New York--Analysts at the annual Joint Industry Forum remained pretty much in consensus yesterday that 2006 will be a good year for the property-casualty insurance industry.
But even as one prominent investment house predicted a 2006 p-c industry return on equity of 15 percent, the analysts were also wondering how long the good times will persist.
Despite record catastrophe losses, the industry posted solid gains last year and even a possible underwriting profit for only the second time over 25 years, they noted.
But concerns were voiced whether pricing discipline will prevail, or will it take another Katrina this year to keep the lid on any unjustified bids for top line revenue at the expense of the bottom?
Brian Sullivan, editor of Dana Point, Calif.-based Risk Information Inc., said in 2006 "executives may just say we are making money, so why don't we just keep doing what we are doing?"
But he does not discount the possibility that "someone will come up with a strategy that calls for cutting pricing to gain market share."
V.J. Dowling, managing director of Farmington, Conn.-based Dowling & Partners Securities, noted, however, that some troubles lurk beneath the current numbers.
"Homeowners is not as profitable as everyone thought it was," he said. "And auto rates are not going up while costs are. But the fact is we are having fewer accidents each year and that can't go on forever."

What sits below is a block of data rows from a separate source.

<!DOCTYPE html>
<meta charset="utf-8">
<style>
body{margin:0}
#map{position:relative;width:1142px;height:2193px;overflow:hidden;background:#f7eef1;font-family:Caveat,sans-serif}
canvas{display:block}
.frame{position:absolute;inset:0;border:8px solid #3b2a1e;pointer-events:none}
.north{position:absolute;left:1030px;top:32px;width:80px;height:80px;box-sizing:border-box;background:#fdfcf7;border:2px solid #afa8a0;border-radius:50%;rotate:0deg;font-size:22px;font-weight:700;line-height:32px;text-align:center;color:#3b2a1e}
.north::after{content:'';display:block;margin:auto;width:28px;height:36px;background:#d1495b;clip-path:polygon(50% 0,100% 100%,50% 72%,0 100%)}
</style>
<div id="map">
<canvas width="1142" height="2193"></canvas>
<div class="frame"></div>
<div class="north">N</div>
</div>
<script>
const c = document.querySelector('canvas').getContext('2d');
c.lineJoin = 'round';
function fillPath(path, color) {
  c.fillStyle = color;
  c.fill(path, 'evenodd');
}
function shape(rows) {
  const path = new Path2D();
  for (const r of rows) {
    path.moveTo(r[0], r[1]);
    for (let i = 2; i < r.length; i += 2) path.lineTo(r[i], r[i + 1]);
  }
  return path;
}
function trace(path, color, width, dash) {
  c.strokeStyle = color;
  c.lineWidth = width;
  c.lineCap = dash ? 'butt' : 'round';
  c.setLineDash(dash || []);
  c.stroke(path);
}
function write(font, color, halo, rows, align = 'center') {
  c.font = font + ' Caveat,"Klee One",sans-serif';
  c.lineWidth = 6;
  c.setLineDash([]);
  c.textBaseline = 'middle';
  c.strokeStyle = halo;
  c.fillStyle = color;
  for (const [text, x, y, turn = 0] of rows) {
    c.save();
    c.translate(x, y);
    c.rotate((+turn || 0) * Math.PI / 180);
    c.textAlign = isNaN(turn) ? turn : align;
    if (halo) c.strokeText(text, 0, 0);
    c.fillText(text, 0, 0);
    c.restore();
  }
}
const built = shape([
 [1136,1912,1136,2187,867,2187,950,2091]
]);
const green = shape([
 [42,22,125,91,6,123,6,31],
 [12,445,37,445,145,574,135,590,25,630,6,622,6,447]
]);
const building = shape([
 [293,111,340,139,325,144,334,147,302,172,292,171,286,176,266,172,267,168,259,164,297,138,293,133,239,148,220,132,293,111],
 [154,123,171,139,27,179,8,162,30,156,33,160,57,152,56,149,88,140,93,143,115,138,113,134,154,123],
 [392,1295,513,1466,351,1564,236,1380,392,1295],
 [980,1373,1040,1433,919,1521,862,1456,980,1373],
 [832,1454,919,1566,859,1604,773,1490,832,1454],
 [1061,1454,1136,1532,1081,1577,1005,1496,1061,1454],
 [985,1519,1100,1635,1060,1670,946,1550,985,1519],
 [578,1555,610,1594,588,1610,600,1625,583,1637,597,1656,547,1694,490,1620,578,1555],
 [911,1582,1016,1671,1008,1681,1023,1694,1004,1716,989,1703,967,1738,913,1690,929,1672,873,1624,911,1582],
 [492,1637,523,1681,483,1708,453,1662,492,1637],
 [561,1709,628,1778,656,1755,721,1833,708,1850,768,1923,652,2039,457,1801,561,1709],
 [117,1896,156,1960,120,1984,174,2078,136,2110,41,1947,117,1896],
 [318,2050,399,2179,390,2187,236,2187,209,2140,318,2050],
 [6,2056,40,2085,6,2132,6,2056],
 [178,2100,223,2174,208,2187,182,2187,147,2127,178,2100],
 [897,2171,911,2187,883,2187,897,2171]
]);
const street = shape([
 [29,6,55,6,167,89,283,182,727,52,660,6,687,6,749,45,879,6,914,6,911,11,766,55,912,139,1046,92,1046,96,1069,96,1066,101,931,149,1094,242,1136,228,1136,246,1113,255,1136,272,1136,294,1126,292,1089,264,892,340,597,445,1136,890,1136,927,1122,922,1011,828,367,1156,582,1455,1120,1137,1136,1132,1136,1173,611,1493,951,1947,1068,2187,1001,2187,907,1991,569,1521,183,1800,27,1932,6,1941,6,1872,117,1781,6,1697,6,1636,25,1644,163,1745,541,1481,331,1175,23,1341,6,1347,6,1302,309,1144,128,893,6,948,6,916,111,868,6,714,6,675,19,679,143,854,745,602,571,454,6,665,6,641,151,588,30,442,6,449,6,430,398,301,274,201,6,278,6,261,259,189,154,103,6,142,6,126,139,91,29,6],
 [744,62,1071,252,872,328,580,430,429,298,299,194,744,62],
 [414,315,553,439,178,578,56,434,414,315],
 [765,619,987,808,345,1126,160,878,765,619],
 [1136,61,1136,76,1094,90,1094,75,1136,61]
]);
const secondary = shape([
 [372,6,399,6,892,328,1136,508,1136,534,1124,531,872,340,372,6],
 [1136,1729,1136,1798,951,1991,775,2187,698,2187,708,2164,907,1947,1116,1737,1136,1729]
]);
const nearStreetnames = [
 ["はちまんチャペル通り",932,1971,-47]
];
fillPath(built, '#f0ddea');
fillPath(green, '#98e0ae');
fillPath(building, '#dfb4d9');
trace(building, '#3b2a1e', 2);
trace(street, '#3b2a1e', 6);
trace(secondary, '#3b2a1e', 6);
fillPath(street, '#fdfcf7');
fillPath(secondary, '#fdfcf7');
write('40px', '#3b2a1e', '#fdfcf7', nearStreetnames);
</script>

Mark Puccia of Standard & Poor's said he doesn't expect this year will match last year's performance, which in turn was based on a "wonderful claims experience."
"But there is an awful lot of information out there. For example, Progressive seems to have more underwriting cells than people, and hopefully that will shore up the results this year."
All agreed that the Florida catastrophe market is virtually dysfunctional. "There is no rational reason why any company would put any capital in that state," Mr. Sullivan said.
But until the ability to purchase a home is threatened by a severe capacity shortage, no drastic measures will be taken, he added.
Mr. Puccia warned not to look to the government for these measures. "The degree of distrust for the industry in Washington cannot be underestimated," he said.